Hoy, además de su trabajo en la agricultura, cuida de su madre, que sufre demencia desde hace diez años. Decidió, junto a su hermano Carlos, dejarlo todo para acompañarla en esta última etapa de su vida. Porque la tierra también es la gente, y la raíz no solo se hunde en el suelo, sino también en la memoria.
Este es el tipo de historias que deberían hacer temblar nuestras certezas.

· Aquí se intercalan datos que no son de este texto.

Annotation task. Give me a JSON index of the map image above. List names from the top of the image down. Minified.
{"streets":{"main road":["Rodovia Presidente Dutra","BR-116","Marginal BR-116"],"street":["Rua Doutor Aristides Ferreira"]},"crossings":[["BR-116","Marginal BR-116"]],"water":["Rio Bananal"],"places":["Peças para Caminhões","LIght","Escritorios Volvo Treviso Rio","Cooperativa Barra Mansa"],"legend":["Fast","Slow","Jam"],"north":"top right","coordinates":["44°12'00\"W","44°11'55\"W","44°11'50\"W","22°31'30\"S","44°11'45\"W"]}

Porque nos hacen mirar la Sierra de Segura con otros ojos, nos obligan a preguntarnos: ¿Y si el futuro estuviera aquí, y no en otra parte? ¿Y si la verdadera revolución fuera recuperar el valor de lo que siempre hemos tenido? Quizá haya llegado el momento de escuchar al viento sin dejar de pisar la piedra. De entender que el arraigo no es inmovilidad y que la marcha no tiene por qué ser un adiós. De dejar de ver el campo como un pasado al que no queremos regresar y empezar a considerarlo como el porvenir que nos negamos a construir. La Sierra de Segura no necesita limosna. Necesita recuperar su orgullo, manos que siembren, voces que canten y pasos que recorran sus senderos sin miedo a enamorarse. Pues el que se atreva convertirá esta tierra en su hogar eterno.